The BMF draft still leaves some questions open, e.g.:
- Are transactions between German taxable persons subject to the e-invoicing obligation if they are VAT-exempt but have opted to be taxed?
- How should mandatory information such as reference to the reverse charge procedure be provided, and what are the consequences of failing to provide such information?

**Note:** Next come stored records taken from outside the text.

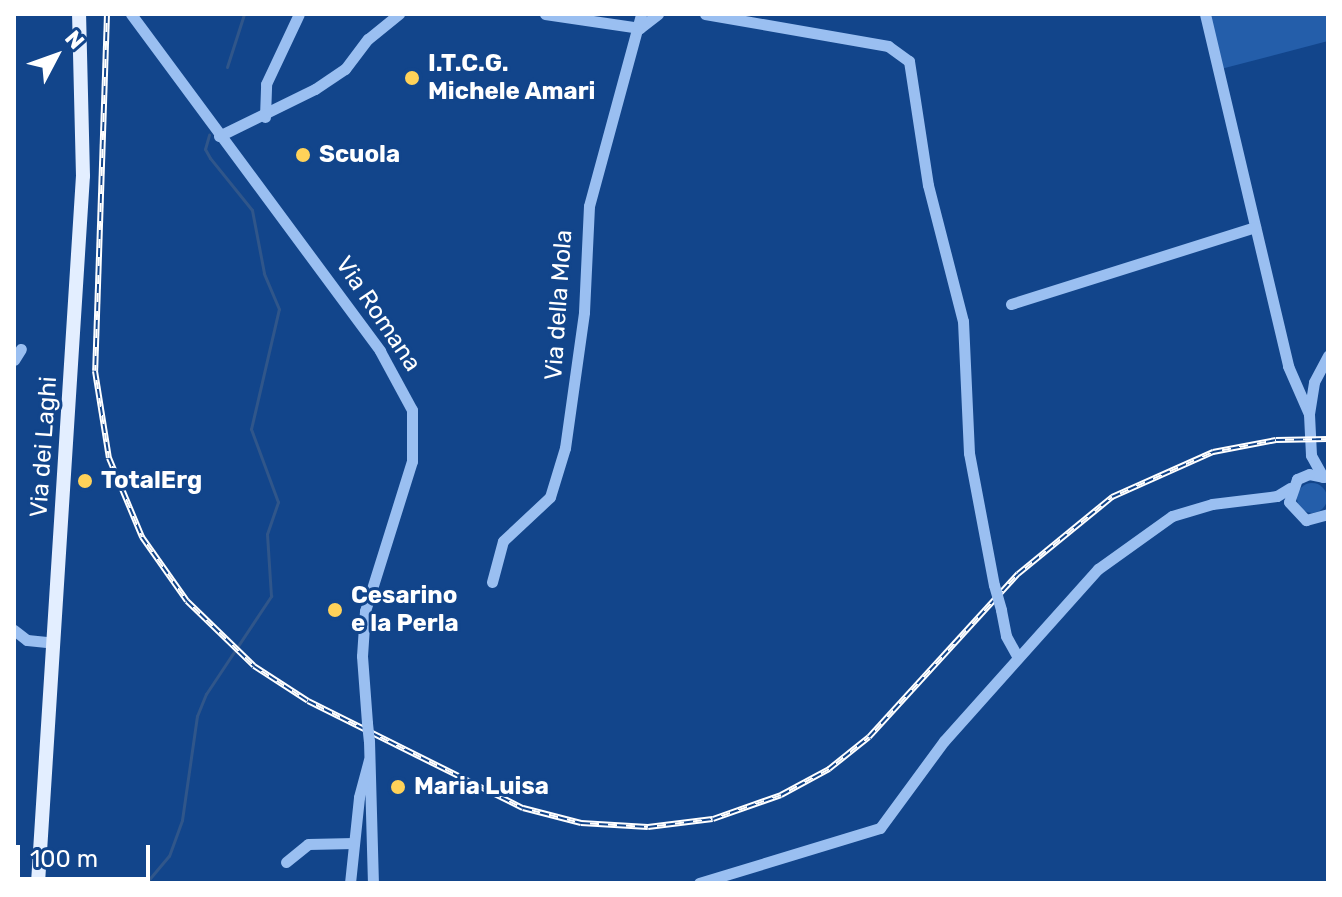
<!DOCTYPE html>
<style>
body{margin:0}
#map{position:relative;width:1342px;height:897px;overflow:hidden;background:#12458b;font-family:Rubik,sans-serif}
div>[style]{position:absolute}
.green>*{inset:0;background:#245eaa}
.round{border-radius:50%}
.stream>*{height:3px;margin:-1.5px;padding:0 1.5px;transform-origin:1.5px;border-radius:1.5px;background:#30568a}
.minor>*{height:11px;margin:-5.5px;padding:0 5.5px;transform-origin:5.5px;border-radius:5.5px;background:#9abff1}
.major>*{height:14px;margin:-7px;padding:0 7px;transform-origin:7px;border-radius:7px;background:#e3eeff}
.rail>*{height:6px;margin-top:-3px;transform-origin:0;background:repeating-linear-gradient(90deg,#12458b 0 9px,#fff 0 18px);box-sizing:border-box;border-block:2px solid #fff}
.minor-bridge>*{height:11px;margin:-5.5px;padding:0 5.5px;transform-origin:5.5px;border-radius:5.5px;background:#9abff1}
.dots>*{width:22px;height:22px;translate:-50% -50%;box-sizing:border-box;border:4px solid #12458b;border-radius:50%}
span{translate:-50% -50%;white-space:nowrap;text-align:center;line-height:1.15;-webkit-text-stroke:6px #12458b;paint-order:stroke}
.poi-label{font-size:24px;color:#fff;font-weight:700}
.left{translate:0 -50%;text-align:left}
.street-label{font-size:24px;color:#fff}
.frame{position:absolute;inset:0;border:16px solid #fff;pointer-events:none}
.north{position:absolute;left:16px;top:16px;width:80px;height:80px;-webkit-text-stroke:6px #12458b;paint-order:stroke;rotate:49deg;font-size:22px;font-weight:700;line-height:32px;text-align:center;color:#fff}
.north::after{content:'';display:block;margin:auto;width:28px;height:36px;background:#fff;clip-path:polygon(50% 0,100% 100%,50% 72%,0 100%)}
.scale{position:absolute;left:16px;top:845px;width:134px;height:36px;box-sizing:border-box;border:4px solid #fff;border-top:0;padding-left:10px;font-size:24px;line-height:28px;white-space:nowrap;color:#fff;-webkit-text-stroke:6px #12458b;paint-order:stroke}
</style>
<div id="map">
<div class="green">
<i style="clip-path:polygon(1205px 14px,1328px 14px,1328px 41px,1217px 70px)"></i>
<i class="round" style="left:1297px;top:483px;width:30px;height:30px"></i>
</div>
<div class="stream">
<i style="left:227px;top:67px;width:56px;rotate:-72.2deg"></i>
<i style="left:146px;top:883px;width:35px;rotate:-50deg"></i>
<i style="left:169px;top:856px;width:38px;rotate:-70deg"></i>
<i style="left:182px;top:820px;width:105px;rotate:-81.8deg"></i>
<i style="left:197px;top:716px;width:24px;rotate:-68deg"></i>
<i style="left:206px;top:694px;width:118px;rotate:-56.4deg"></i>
<i style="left:271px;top:596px;width:62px;rotate:-93.7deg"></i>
<i style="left:267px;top:534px;width:34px;rotate:-71deg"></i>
<i style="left:278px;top:502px;width:78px;rotate:-110.3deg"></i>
<i style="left:251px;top:429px;width:123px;rotate:-76.9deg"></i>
<i style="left:279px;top:309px;width:39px;rotate:-113deg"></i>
<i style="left:264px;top:273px;width:64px;rotate:-100.8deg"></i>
<i style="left:252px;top:210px;width:67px;rotate:-128.9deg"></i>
<i style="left:210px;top:158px;width:10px;rotate:-119deg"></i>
<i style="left:205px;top:149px;width:15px;rotate:-74deg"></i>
</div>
<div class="minor">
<i style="left:131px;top:14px;width:419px;rotate:53.5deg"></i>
<i style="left:380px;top:351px;width:67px;rotate:61.5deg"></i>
<i style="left:412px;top:410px;width:51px;rotate:90deg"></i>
<i style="left:412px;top:461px;width:157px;rotate:107.4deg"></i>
<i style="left:365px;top:611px;width:45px;rotate:93.8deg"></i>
<i style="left:362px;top:656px;width:67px;rotate:85.7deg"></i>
<i style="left:545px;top:14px;width:96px;rotate:8.4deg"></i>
<i style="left:640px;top:28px;width:23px;rotate:-38deg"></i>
<i style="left:705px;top:14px;width:186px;rotate:9.9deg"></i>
<i style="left:888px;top:46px;width:26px;rotate:36deg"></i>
<i style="left:909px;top:61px;width:125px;rotate:81.3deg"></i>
<i style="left:928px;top:185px;width:140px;rotate:75.6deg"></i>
<i style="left:963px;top:321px;width:132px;rotate:87.4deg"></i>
<i style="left:969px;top:453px;width:134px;rotate:79.3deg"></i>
<i style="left:1205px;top:14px;width:362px;rotate:76.7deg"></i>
<i style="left:1288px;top:366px;width:52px;rotate:66.4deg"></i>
<i style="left:265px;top:117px;width:33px;rotate:-88deg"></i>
<i style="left:266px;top:84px;width:77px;rotate:-64.8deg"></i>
<i style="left:219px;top:136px;width:107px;rotate:-26.1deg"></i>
<i style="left:315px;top:89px;width:36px;rotate:-34deg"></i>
<i style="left:345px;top:69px;width:38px;rotate:-53deg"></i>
<i style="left:368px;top:39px;width:40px;rotate:-39deg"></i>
<i style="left:1011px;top:304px;width:256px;rotate:-17.5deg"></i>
<i style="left:14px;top:360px;width:13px;rotate:-58deg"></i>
<i style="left:1323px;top:477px;width:25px;rotate:-119deg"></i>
<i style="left:1311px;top:455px;width:41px;rotate:-92.8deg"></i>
<i style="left:1309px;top:414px;width:32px;rotate:-81deg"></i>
<i style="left:1314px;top:382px;width:30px;rotate:-62deg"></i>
<i style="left:1324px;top:477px;width:15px;rotate:-169deg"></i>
<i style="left:1309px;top:474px;width:13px;rotate:157deg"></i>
<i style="left:1297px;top:479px;width:24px;rotate:109deg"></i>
<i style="left:1289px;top:502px;width:25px;rotate:47deg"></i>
<i style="left:1306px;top:520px;width:23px;rotate:-15deg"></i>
<i style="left:492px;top:582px;width:42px;rotate:-75deg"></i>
<i style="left:503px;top:541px;width:64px;rotate:-43.1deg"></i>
<i style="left:550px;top:497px;width:51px;rotate:-73deg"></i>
<i style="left:565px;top:448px;width:137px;rotate:-82deg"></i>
<i style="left:584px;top:312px;width:106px;rotate:-87.3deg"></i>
<i style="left:589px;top:206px;width:199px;rotate:-74.8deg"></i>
<i style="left:1001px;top:610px;width:26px;rotate:79deg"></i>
<i style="left:1006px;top:636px;width:23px;rotate:61deg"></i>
<i style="left:14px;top:630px;width:16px;rotate:38deg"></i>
<i style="left:27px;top:640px;width:27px;rotate:6deg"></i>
<i style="left:369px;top:741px;width:142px;rotate:88.4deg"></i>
<i style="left:286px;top:862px;width:28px;rotate:-39deg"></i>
<i style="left:308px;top:844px;width:46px;rotate:-1.2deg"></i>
<i style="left:350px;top:883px;width:86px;rotate:-84deg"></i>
<i style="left:359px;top:797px;width:38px;rotate:-75deg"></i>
<i style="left:699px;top:883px;width:189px;rotate:-16.9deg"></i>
<i style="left:880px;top:828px;width:108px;rotate:-53.7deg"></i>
<i style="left:944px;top:741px;width:231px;rotate:-48.2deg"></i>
<i style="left:1098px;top:569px;width:91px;rotate:-35.6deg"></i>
<i style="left:1172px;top:516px;width:42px;rotate:-16.7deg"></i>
<i style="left:1212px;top:504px;width:65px;rotate:-7deg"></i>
<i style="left:1277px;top:496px;width:15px;rotate:-32deg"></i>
</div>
<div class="major">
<i style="left:38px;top:883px;width:708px;rotate:-86.36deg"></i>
<i style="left:83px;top:176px;width:162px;rotate:-91.4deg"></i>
</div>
<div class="rail">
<i style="left:107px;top:14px;width:357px;rotate:91.9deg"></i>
<i style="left:95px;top:371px;width:88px;rotate:80.9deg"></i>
<i style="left:109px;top:458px;width:86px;rotate:67.3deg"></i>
<i style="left:142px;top:537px;width:78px;rotate:54.9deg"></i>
<i style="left:187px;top:601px;width:93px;rotate:44.1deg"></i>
<i style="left:254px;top:666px;width:64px;rotate:32.9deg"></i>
<i style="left:308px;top:701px;width:240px;rotate:26.5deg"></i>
<i style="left:523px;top:808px;width:60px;rotate:14.5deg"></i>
<i style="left:581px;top:823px;width:67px;rotate:3.4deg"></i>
<i style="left:648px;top:827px;width:65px;rotate:-7deg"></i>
<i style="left:713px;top:819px;width:72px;rotate:-19.4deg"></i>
<i style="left:781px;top:795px;width:55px;rotate:-28.4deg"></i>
<i style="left:829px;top:769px;width:51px;rotate:-38.7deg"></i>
<i style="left:869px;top:737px;width:221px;rotate:-47.6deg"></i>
<i style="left:1018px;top:574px;width:122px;rotate:-39.3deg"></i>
<i style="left:1112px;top:497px;width:111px;rotate:-24deg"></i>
<i style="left:1213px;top:452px;width:64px;rotate:-10.8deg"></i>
<i style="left:1276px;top:440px;width:52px;rotate:-1.1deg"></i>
</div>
<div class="minor-bridge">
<i style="left:994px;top:585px;width:26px;rotate:74deg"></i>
<i style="left:367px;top:723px;width:18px;rotate:84deg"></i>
</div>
<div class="dots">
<i style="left:412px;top:78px;background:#ffd259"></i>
<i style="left:303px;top:155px;background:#ffd259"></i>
<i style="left:85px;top:481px;background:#ffd259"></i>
<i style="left:335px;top:610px;background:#ffd259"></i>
<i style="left:398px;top:787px;background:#ffd259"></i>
</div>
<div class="poi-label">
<span class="left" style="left:428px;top:78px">I.T.C.G.<br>Michele Amari</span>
<span class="left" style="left:319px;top:155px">Scuola</span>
<span class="left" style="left:101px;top:481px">TotalErg</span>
<span class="left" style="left:351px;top:610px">Cesarino<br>e la Perla</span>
<span class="left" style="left:414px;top:787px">Maria Luisa</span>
</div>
<div class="street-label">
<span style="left:559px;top:305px;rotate:-86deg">Via della Mola</span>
<span style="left:378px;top:314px;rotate:56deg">Via Romana</span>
<span style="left:44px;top:447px;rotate:-86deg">Via dei Laghi</span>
</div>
<div class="frame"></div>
<div class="north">N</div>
<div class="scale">100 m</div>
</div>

- With regard to the question of the conditions under which a taxable person is to be deemed resident in Germany (possibly via a fixed establishment), the BMF Circular of 15 October 2024 refers to section 13b.11 (2) sentence 2 UStAE. Under this section, a domestic rented property liable to tax is to be considered a fixed establishment of the owner. However, according to the ECJ's ruling in the Titanium case, this does not apply if there are no own staff on site. The tax authorities have long resisted adapting to the ECJ case law and have chosen not to do so here either, meaning that the reference to Section 13b.11 (2) sentence 2 UStAE remains unchanged.